▶ _Problem description_:
Repeat exactly the lines from the start of the entries below through the line containing "2px #958a78) drop-shadow(0". Omit the rest.

Saved entries:
○ ○ ○ ○ ○ ○ ○
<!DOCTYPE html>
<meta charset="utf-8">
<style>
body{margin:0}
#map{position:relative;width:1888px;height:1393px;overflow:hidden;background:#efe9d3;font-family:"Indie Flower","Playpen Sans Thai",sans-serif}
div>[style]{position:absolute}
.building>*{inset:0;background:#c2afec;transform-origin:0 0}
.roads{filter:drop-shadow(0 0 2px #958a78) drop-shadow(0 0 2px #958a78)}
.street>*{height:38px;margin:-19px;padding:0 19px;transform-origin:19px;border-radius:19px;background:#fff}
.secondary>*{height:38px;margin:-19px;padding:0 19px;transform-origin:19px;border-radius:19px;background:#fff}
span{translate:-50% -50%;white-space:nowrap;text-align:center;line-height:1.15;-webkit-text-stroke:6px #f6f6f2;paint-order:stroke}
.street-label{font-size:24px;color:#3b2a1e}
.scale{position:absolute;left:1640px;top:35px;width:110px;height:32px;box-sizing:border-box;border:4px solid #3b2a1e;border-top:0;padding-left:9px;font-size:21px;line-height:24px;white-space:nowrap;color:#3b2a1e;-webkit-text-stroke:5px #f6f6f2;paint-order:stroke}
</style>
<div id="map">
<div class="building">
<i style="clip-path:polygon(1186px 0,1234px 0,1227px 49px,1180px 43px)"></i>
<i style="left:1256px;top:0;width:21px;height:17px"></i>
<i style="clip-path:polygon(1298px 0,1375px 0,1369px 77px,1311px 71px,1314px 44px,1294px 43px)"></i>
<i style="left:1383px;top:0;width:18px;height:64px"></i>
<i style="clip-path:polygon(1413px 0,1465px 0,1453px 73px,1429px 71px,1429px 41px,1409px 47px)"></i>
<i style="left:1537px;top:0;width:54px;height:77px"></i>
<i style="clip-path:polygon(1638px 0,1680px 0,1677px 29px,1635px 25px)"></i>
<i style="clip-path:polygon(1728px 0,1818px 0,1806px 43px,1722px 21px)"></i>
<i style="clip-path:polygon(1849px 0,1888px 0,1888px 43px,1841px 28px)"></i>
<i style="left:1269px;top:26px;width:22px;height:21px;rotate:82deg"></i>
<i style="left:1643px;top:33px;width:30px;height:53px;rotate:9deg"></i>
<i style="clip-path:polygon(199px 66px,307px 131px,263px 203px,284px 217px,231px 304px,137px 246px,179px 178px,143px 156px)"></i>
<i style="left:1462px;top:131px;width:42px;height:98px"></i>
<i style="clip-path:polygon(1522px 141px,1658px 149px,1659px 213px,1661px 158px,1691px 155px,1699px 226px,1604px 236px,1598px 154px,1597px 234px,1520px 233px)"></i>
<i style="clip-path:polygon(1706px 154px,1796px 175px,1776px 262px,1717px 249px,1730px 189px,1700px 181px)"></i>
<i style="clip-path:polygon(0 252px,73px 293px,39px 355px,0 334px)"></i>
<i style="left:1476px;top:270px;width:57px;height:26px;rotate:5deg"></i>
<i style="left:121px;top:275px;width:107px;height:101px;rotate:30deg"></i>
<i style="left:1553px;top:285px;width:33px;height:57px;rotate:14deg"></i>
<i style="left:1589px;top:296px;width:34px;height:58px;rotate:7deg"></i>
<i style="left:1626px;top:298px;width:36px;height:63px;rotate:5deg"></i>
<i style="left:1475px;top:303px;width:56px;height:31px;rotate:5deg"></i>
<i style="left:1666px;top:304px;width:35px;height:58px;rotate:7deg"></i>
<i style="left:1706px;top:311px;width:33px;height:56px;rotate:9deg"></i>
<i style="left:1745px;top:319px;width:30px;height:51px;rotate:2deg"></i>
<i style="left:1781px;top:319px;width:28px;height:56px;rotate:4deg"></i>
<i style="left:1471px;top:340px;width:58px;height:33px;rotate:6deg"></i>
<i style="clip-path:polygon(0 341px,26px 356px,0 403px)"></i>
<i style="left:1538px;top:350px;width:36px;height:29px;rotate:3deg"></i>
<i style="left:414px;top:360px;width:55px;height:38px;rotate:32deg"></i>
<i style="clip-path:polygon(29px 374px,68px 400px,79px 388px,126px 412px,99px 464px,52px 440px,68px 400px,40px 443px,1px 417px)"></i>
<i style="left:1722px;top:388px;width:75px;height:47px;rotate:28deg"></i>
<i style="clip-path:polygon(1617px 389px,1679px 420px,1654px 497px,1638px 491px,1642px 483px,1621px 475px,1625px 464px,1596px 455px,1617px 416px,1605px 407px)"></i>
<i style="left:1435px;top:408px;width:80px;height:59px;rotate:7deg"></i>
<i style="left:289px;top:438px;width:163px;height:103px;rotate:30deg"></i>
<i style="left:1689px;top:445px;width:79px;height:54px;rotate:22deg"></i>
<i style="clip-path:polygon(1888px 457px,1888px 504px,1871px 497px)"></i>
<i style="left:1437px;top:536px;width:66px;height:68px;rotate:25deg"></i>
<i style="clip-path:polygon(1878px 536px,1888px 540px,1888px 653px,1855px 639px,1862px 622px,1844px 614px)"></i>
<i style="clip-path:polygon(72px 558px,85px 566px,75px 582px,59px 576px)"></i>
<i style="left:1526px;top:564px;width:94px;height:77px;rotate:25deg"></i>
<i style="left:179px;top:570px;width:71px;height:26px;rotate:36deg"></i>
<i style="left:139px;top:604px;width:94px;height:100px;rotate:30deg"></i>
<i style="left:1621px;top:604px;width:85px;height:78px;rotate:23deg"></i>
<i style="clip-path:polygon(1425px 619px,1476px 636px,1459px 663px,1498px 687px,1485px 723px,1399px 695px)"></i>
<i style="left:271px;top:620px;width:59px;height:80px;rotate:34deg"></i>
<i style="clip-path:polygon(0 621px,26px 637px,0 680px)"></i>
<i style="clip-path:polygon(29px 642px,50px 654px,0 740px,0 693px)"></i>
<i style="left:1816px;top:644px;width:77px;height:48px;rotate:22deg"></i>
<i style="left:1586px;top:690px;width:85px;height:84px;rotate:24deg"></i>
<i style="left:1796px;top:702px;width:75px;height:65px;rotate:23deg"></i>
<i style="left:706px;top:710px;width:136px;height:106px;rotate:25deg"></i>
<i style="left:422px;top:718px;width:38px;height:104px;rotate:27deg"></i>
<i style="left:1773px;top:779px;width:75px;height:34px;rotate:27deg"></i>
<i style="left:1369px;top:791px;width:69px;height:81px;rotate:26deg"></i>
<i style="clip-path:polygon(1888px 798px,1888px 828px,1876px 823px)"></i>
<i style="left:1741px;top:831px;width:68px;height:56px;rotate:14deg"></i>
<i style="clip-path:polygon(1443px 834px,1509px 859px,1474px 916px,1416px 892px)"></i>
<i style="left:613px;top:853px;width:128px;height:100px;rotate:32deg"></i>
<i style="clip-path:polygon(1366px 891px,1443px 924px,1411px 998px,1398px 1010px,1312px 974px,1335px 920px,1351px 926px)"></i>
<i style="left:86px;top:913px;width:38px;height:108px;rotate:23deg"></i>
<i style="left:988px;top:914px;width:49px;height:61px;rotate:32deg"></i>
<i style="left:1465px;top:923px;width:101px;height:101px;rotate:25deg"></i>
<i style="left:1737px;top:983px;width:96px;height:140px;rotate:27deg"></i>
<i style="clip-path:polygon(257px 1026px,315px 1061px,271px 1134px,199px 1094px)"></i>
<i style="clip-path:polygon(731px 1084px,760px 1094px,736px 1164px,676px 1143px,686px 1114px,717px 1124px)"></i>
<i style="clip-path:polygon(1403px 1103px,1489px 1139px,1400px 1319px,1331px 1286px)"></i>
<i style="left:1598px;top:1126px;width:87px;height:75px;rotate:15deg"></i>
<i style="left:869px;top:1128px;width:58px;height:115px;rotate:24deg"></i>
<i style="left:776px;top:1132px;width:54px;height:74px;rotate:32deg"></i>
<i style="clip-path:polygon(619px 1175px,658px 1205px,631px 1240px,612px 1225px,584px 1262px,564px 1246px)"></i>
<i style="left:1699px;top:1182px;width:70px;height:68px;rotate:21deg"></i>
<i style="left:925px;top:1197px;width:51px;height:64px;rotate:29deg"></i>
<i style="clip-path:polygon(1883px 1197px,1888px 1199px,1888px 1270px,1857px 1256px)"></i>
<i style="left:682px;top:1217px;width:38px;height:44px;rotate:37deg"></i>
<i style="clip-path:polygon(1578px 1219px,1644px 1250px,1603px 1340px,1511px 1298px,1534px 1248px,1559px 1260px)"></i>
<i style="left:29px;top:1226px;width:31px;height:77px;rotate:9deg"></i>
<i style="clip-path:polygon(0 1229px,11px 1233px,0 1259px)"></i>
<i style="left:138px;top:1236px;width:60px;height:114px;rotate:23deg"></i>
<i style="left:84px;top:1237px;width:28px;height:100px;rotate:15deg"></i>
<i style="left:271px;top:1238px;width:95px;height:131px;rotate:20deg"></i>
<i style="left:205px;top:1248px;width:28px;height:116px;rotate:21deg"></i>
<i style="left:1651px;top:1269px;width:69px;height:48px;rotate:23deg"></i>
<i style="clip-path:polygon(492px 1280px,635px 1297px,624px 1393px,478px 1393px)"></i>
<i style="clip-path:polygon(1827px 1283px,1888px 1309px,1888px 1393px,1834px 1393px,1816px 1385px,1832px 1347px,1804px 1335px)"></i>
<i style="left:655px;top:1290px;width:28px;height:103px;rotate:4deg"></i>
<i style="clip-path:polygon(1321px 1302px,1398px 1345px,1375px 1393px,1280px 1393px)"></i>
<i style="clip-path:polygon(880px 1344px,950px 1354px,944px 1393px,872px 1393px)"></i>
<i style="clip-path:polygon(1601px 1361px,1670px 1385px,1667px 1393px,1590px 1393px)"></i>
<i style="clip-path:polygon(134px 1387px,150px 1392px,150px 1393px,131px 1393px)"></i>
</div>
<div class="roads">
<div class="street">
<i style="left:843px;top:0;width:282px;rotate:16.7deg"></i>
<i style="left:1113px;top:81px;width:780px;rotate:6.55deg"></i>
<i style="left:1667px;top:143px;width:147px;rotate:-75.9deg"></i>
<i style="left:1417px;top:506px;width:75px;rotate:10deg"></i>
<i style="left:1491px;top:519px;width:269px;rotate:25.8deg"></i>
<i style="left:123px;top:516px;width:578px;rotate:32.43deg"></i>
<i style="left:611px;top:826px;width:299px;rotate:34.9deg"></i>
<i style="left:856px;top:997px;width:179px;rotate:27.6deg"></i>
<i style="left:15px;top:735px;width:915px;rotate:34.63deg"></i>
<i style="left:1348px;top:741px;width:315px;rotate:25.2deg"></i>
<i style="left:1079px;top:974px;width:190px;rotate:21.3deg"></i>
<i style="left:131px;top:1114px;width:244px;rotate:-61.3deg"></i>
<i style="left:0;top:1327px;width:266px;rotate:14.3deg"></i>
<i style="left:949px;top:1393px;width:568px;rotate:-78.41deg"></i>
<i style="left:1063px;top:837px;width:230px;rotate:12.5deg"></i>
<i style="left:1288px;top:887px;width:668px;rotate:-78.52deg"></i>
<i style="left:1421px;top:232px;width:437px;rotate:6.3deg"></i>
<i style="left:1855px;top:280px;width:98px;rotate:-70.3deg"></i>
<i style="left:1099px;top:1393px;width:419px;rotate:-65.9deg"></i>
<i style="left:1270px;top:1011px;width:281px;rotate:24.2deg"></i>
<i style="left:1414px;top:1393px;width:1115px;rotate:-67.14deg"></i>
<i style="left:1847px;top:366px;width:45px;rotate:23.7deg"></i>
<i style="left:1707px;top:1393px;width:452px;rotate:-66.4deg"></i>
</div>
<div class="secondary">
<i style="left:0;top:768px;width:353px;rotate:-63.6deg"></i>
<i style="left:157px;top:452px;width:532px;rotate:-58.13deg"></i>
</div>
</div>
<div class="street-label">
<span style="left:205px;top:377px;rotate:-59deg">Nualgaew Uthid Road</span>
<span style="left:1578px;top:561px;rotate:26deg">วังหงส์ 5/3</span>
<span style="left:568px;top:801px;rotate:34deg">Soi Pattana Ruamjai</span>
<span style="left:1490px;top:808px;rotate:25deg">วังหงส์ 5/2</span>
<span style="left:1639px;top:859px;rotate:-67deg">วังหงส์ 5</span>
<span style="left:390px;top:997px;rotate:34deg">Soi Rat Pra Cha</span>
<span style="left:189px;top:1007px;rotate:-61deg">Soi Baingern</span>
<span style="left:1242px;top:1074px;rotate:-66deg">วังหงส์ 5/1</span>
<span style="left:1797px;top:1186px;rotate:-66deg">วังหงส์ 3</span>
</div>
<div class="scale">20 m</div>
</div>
○ ○ ○ ○ ○ ○ ○
▶ _Worked solution_:
<!DOCTYPE html>
<meta charset="utf-8">
<style>
body{margin:0}
#map{position:relative;width:1888px;height:1393px;overflow:hidden;background:#efe9d3;font-family:"Indie Flower","Playpen Sans Thai",sans-serif}
div>[style]{position:absolute}
.building>*{inset:0;background:#c2afec;transform-origin:0 0}
.roads{filter:drop-shadow(0 0 2px #958a78) drop-shadow(0 0 2px #958a78)}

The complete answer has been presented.